** Opening Task material block **

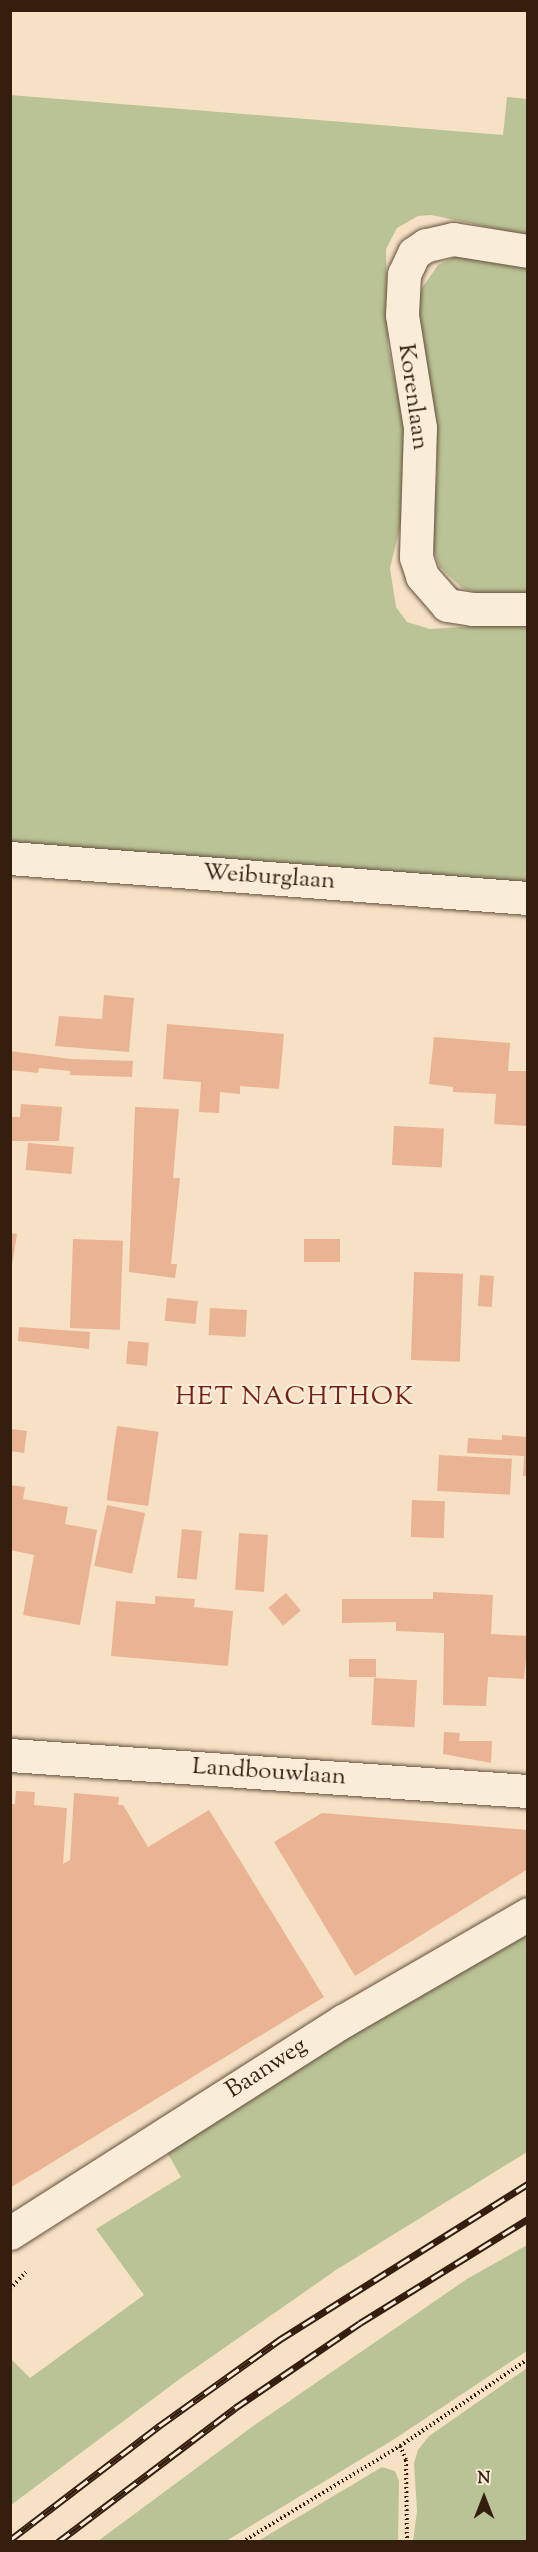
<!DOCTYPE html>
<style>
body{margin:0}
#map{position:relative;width:538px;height:2552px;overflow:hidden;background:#f6e1c5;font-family:"Sorts Mill Goudy",serif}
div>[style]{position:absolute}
.green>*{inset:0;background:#bac396}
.building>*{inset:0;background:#eab394;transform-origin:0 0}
.path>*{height:4px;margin-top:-2px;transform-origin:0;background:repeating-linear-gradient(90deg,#341e0e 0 1.5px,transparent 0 4.5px)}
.roads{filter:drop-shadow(0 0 2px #644f3c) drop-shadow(0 0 2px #644f3c)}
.minor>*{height:33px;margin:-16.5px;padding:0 16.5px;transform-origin:16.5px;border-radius:16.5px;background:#f9ecd9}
.rail>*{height:7px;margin-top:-3.5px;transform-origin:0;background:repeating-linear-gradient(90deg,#f9ecd9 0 14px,#341e0e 0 28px);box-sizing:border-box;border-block:2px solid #341e0e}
span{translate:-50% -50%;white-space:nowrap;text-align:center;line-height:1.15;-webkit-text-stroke:4.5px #f9ecd9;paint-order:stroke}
.street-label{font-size:24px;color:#341e0e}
.neighbourhood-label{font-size:26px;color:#7a1f14;letter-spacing:1.5px}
.frame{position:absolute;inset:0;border:12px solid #341e0e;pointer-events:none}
.north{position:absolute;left:454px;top:2468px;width:60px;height:60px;-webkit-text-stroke:4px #f9ecd9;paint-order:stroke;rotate:0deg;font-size:16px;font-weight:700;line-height:24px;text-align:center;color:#341e0e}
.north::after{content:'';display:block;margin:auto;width:21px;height:27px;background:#341e0e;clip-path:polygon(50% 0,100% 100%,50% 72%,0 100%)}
</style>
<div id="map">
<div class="green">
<div style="clip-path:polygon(10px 95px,503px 135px,507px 97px,527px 99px,527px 235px,431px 215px,418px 216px,397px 228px,386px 249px,388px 347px,407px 437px,401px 523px,390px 568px,396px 607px,407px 622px,430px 629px,527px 623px,527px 884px,11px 842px)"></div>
<div style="clip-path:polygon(462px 254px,527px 265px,527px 594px,478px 593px,462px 588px,440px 567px,430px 540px,437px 474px,436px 434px,417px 343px,418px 294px,438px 265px)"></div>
<div style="clip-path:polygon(527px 1933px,527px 2152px,336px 2270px,181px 2378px,11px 2505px,11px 2359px,30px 2378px,144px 2295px,96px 2229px,181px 2177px,167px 2152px,286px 2074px)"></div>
<div style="clip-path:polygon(527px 2245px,527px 2351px,396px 2438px,226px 2541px,98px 2541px,256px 2424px,467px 2279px)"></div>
<div style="clip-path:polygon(527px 2368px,527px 2541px,413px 2541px,417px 2511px,414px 2463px,418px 2450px,429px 2436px)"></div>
<div style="clip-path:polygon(382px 2467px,395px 2471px,399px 2481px,398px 2541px,258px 2541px)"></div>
</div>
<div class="building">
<div style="clip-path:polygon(104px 995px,134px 998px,129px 1052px,55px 1046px,59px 1016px,102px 1019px)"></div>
<div style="clip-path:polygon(167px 1024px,284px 1034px,279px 1089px,240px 1086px,240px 1094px,220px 1092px,219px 1113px,199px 1112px,201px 1082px,163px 1079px)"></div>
<div style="clip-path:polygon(434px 1037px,510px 1043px,508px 1071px,528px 1071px,528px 1126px,494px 1124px,496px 1094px,453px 1092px,453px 1087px,429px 1084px)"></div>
<div style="clip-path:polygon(10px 1051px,71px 1059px,133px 1061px,132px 1077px,70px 1075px,70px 1071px,39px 1068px,38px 1073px,10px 1070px)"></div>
<div style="clip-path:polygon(21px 1104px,62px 1107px,59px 1141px,10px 1141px,10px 1117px,20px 1117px)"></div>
<div style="clip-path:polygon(135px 1107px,179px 1109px,173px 1178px,180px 1178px,171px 1264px,177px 1264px,175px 1278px,129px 1272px)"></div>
<div style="left:394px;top:1126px;width:50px;height:39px;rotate:3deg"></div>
<div style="left:28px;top:1143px;width:46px;height:27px;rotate:5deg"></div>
<div style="clip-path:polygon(10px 1233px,17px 1234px,12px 1265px,10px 1265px)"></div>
<div style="left:73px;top:1239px;width:50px;height:89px;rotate:2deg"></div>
<div style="left:304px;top:1239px;width:36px;height:23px"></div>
<div style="left:414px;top:1272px;width:49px;height:88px;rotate:2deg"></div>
<div style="left:480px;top:1275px;width:14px;height:31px;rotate:4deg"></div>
<div style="left:167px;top:1298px;width:31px;height:23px;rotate:6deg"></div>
<div style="left:210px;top:1308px;width:37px;height:27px;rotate:3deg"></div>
<div style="clip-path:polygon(19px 1327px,90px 1332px,89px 1349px,18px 1341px)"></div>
<div style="left:128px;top:1341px;width:21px;height:23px;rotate:5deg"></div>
<div style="left:117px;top:1426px;width:42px;height:75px;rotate:8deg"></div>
<div style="clip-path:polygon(10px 1429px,27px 1431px,24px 1453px,10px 1451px)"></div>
<div style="clip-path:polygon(502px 1435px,528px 1437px,528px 1476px,523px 1476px,524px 1456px,467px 1453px,468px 1438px,502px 1440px)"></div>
<div style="left:439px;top:1455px;width:73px;height:36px;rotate:3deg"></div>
<div style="clip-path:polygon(10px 1485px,25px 1487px,23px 1499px,68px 1507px,65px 1524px,97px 1530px,80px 1625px,23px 1615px,34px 1555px,10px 1550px)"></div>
<div style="left:412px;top:1500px;width:33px;height:37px;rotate:2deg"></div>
<div style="left:107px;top:1505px;width:39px;height:62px;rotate:12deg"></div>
<div style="left:182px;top:1529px;width:20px;height:49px;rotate:6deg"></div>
<div style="left:239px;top:1533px;width:29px;height:57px;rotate:4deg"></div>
<div style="clip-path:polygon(433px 1592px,493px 1595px,491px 1634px,528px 1636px,524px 1679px,488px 1677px,486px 1706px,443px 1705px,444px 1633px,396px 1631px,396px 1622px,342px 1623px,342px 1599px,433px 1599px)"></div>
<div style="left:286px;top:1593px;width:23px;height:23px;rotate:50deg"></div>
<div style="clip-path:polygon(155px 1596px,195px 1599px,194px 1607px,233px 1611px,228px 1666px,111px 1656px,116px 1601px,155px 1604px)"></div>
<div style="left:349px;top:1659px;width:27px;height:18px"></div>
<div style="left:374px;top:1678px;width:43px;height:47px;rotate:3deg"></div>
<div style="clip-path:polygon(444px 1732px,460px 1733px,459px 1741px,492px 1741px,491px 1763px,443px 1754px)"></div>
<div style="clip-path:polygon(16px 1791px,35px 1792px,34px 1805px,67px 1808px,63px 1864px,70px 1860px,74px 1793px,119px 1797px,118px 1805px,123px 1805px,148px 1847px,209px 1810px,324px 1997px,10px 2188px,10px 1804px,15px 1804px)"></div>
<div style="clip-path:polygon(322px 1813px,528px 1830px,528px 1869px,355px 1976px,274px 1842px)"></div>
</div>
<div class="path">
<div style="left:10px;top:2289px;width:23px;rotate:-47deg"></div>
<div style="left:400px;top:2446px;width:15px;rotate:67deg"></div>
<div style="left:406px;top:2460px;width:82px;rotate:89.3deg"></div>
<div style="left:242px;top:2542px;width:185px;rotate:-31.3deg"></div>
<div style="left:400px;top:2446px;width:155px;rotate:-34.2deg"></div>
</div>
<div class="roads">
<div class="minor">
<div style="left:528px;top:251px;width:76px;rotate:-170.9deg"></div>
<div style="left:453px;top:239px;width:28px;rotate:167deg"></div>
<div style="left:426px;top:245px;width:14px;rotate:146deg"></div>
<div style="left:414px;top:253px;width:23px;rotate:115deg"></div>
<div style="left:404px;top:274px;width:41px;rotate:92.8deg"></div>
<div style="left:402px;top:315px;width:114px;rotate:80.9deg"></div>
<div style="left:420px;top:428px;width:129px;rotate:91.8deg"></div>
<div style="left:416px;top:557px;width:20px;rotate:72deg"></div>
<div style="left:422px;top:576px;width:38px;rotate:49deg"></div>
<div style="left:447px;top:605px;width:26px;rotate:9deg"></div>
<div style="left:473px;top:609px;width:55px"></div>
<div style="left:10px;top:858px;width:520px;rotate:4.42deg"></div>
<div style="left:10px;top:1755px;width:519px;rotate:3.98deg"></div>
<div style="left:10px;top:2233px;width:395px;rotate:-32.5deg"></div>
<div style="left:343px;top:2021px;width:214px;rotate:-30deg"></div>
</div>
</div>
<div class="rail">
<div style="left:10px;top:2540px;width:188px;rotate:-37.4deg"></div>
<div style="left:159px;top:2426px;width:148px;rotate:-35.6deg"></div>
<div style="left:279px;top:2340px;width:294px;rotate:-32.1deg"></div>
<div style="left:58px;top:2542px;width:222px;rotate:-37.1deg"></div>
<div style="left:235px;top:2408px;width:151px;rotate:-34.2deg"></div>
<div style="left:360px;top:2323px;width:198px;rotate:-31.8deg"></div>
</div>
<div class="street-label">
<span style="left:412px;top:397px;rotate:82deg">Korenlaan</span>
<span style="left:269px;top:878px;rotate:4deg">Weiburglaan</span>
<span style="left:269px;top:1773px;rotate:4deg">Landbouwlaan</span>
<span style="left:267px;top:2069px;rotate:-33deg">Baanweg</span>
</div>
<div class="neighbourhood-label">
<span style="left:295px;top:1398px">HET NACHTHOK</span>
</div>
<div class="frame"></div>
<div class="north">N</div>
</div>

** Closing Task material block **

Repeat only the lines between the start of the data and the line with "2px #644f3c) drop-shadow(0", including those two lines, and skip the pictures.

=== Problem solution ===
<!DOCTYPE html>
<style>
body{margin:0}
#map{position:relative;width:538px;height:2552px;overflow:hidden;background:#f6e1c5;font-family:"Sorts Mill Goudy",serif}
div>[style]{position:absolute}
.green>*{inset:0;background:#bac396}
.building>*{inset:0;background:#eab394;transform-origin:0 0}
.path>*{height:4px;margin-top:-2px;transform-origin:0;background:repeating-linear-gradient(90deg,#341e0e 0 1.5px,transparent 0 4.5px)}
.roads{filter:drop-shadow(0 0 2px #644f3c) drop-shadow(0 0 2px #644f3c)}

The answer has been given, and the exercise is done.